Where a record contains an image, leave the image out and print the rest exactly.

### RECORDS SHOWN

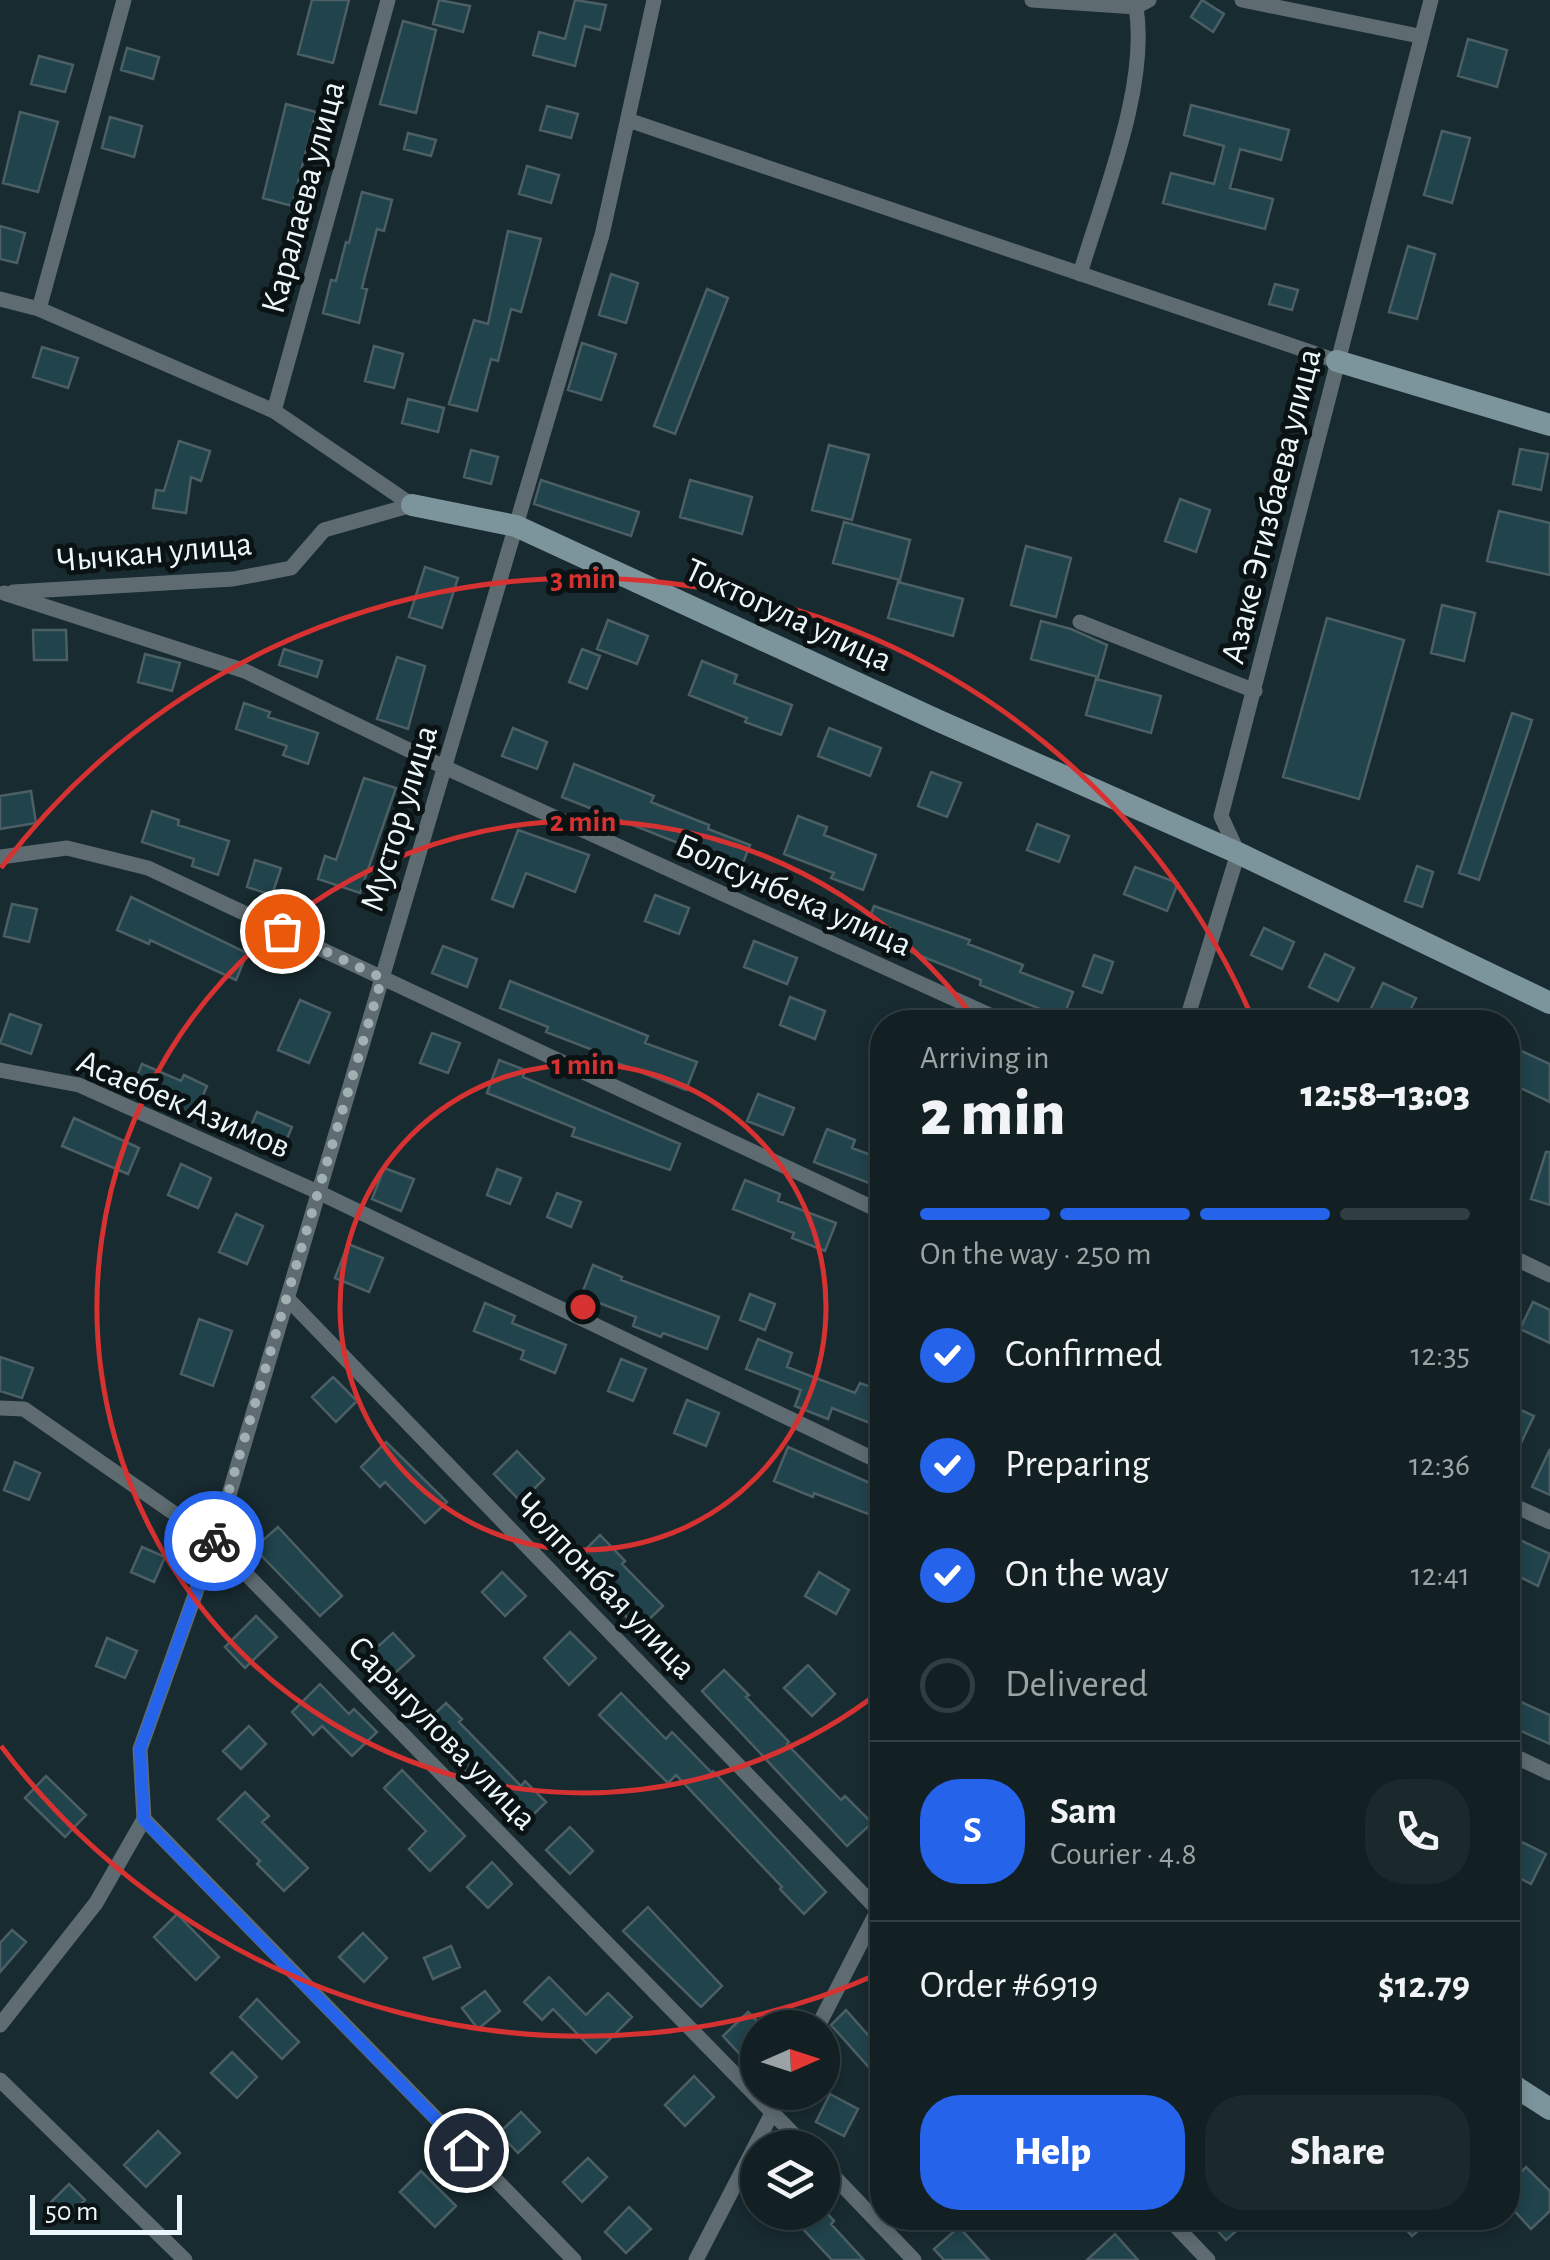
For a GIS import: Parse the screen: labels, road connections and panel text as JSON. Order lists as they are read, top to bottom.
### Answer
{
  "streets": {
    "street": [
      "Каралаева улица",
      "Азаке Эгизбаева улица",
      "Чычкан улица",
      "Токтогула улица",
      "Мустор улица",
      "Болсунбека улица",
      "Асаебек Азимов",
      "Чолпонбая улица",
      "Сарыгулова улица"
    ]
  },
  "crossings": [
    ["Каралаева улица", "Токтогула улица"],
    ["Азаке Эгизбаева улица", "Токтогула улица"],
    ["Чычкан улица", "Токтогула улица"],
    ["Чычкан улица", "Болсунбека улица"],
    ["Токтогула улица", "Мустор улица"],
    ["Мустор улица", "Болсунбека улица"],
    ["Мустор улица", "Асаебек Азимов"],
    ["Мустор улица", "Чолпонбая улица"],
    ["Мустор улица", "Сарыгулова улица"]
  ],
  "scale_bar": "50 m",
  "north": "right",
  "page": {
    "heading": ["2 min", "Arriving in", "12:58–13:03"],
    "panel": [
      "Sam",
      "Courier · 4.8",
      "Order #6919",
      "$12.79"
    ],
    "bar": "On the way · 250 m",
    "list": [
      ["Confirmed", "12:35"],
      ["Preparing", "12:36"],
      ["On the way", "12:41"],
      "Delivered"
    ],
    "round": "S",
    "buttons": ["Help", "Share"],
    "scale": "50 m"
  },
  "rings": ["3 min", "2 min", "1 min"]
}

######

ANSWER BOX:
For a GIS import: Parse the screen: labels, road connections and panel text as JSON. Order lists as they are read, top to bottom.
### Answer
{
  "streets": {
    "street": [
      "Каралаева улица",
      "Азаке Эгизбаева улица",
      "Чычкан улица",
      "Токтогула улица",
      "Мустор улица",
      "Болсунбека улица",
      "Асаебек Азимов",
      "Чолпонбая улица",
      "Сарыгулова улица"
    ]
  },
  "crossings": [
    ["Каралаева улица", "Токтогула улица"],
    ["Азаке Эгизбаева улица", "Токтогула улица"],
    ["Чычкан улица", "Токтогула улица"],
    ["Чычкан улица", "Болсунбека улица"],
    ["Токтогула улица", "Мустор улица"],
    ["Мустор улица", "Болсунбека улица"],
    ["Мустор улица", "Асаебек Азимов"],
    ["Мустор улица", "Чолпонбая улица"],
    ["Мустор улица", "Сарыгулова улица"]
  ],
  "scale_bar": "50 m",
  "north": "right",
  "page": {
    "heading": ["2 min", "Arriving in", "12:58–13:03"],
    "panel": [
      "Sam",
      "Courier · 4.8",
      "Order #6919",
      "$12.79"
    ],
    "bar": "On the way · 250 m",
    "list": [
      ["Confirmed", "12:35"],
      ["Preparing", "12:36"],
      ["On the way", "12:41"],
      "Delivered"
    ],
    "round": "S",
    "buttons": ["Help", "Share"],
    "scale": "50 m"
  },
  "rings": ["3 min", "2 min", "1 min"]
}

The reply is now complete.